Diese Optionen flossen auch im vergangenen, für viele Unternehmen schlechten Geschäftsjahr in grossen Mengen an Management und Verwaltungsrat.

Anzahl Optionen anstatt Höhe des Bezugswerts

Wo das Problem der Optionen liegt, geht aus den jüngst veröffentlichten Geschäftsberichten hervor. So begnügen sich beispielsweise verschiedene Unternehmen - darunter der Pharmakonzern Roche, die Technologieunternehmen Sulzer und Unaxis oder der Chemiekonzern Syngenta - damit, lediglich die Anzahl der Optionen anzugeben, die dem Kader als Entschädigung vergütet wird.

Deren Wert bleibt jedoch unbeziffert und schlägt sich wertmässig auch nicht in der Entschädigung der Manager nieder. Im Fall von Roche-Chef Franz Humer machten die Optionen über eine Million Franken aus. In Anbetracht des Rekordverlustes von vier Milliarden Franken eine für die Aktionäre und die Öffentlichkeit nicht zu vernachlässigende Grösse.

Grauzone bei Wertangabe

Andere Firmen, so etwa der Riechstoff- und Aromakonzern Givaudan oder teilweise auch der Chemiekonzern Lonza, geben den Wert der Optionen zwar an. Wie dieser Wert jedoch berechnet wurde, bleibt unklar.

Aber auch bei Konzernen, die Wert und Berechnungsart der vergüteten Optionen offen legen, bleibt eine Grauzone bestehen. Dies zeigt sich bei der ausgewiesenen Entschädigung für Daniel Vasella, dem Verwaltungsratspräsidenten und Konzernchef von Novartis.

Steuerwert oder Verkehrswert?

Wie aus dem Geschäftsbericht hervorgeht, sind in seiner Entschädigung (insgesamt sind es 20,1 Mio. Franken) 921'376 Optionen enthalten. Gemäss Fussnote wurden die Optionen zum Steuerwert von 9.19 Franken berechnet. Hätte man jedoch den Verkehrswert eingesetzt, wäre auch Vasellas Gehalt noch weit höher ausgefallen.

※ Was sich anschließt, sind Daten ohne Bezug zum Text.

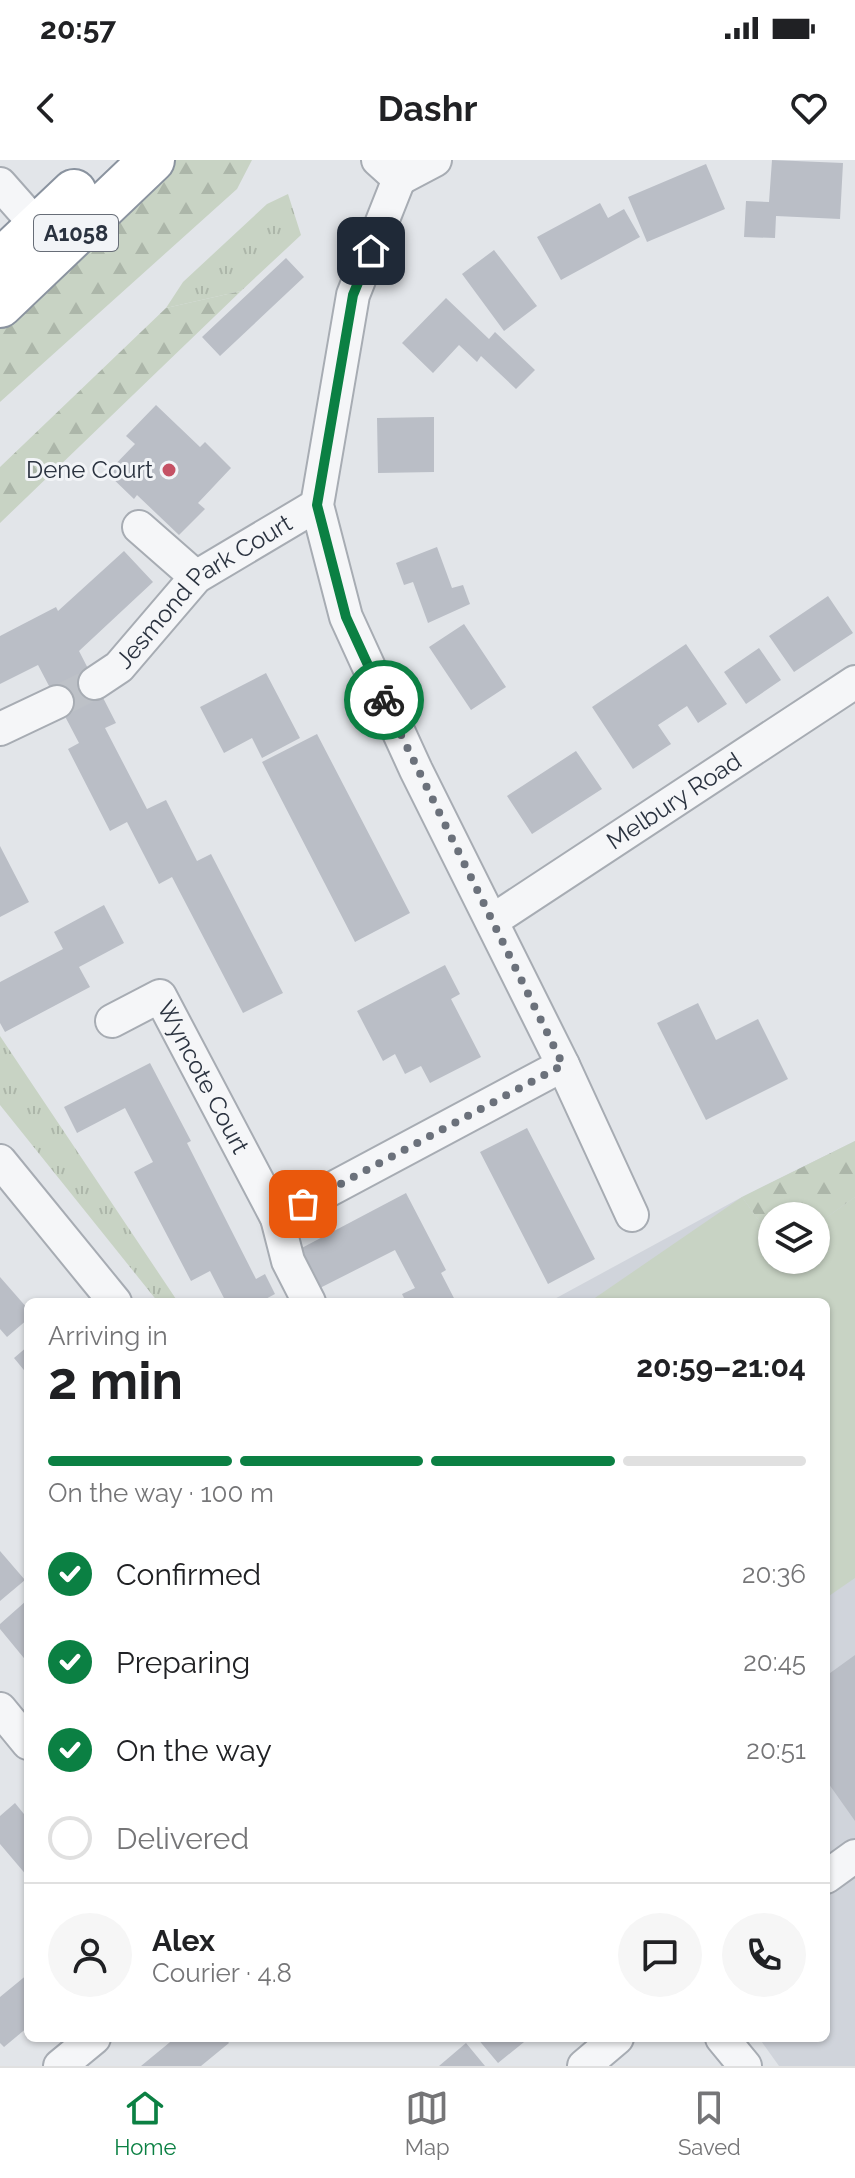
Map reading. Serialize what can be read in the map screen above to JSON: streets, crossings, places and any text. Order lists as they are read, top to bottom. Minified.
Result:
{"streets":{"highway":["A1058"],"street":["Jesmond Park Court","Melbury Road","Wyncote Court"]},"places":["Dene Court"],"page":{"status":"20:57","header":"Dashr","heading":["2 min","Arriving in","20:59–21:04"],"panel":["Alex","Courier · 4.8"],"bar":"On the way · 100 m","list":[["Confirmed","20:36"],["Preparing","20:45"],["On the way","20:51"],"Delivered"],"tabs":["Home","Map","Saved"]}}
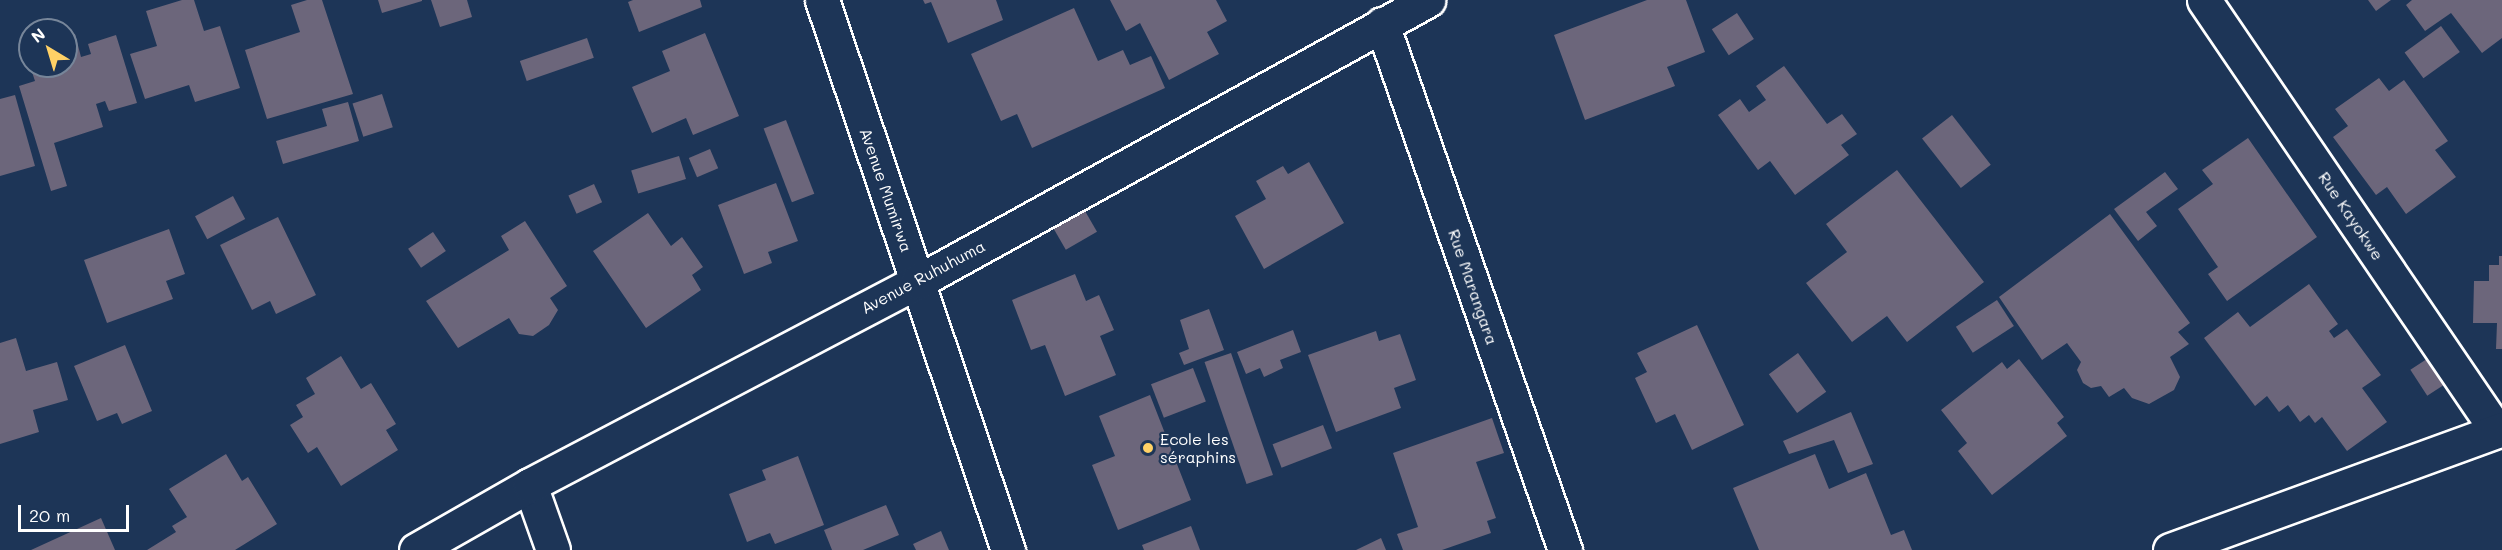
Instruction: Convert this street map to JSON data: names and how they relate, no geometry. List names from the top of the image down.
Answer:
{
  "streets": {
    "street": [
      "Avenue Mumirwa",
      "Rue Kayokwe",
      "Avenue Ruhuhuma",
      "Rue Marangara"
    ]
  },
  "crossings": [
    ["Avenue Mumirwa", "Avenue Ruhuhuma"],
    ["Avenue Ruhuhuma", "Rue Marangara"]
  ],
  "places": ["Ecole les séraphins"],
  "scale_bar": "20 m",
  "north": "top left"
}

Börse prüft die Jahresberichte

Was die Börse von den neusten Geschäftsberichten hält, ist noch offen. Laut dem stellvertretenden Sprecher der Börse, Jürg von Arx, ist die Zulassungsstelle nun daran, die Vollständigkeit der Jahresberichte zu prüfen.

Rechnungslegungsexperten der Universität Zürich erarbeiteten zudem eine Studie über die Einhaltung der Corporate-Governance-Richtlinien an. Diese soll in der zweiten Jahreshälfte veröffentlicht werden.

swissinfo und Gordana Mijuk (AP)

Fakten

Corporate Governance
Offenlegung der Entlohnung von Management und Verwaltungsrat
April 2002: Einführung der börsenrechtlichen Bestimmungen
Problem Optionen: Welchen Wert angeben
Höhe des Bezugspreises von Optionen
Steuerwert oder Verkehrswert
Optionswert ist abhängig vom Kurs der Aktie im Vergleich zum ausgemachten Bezugspreis.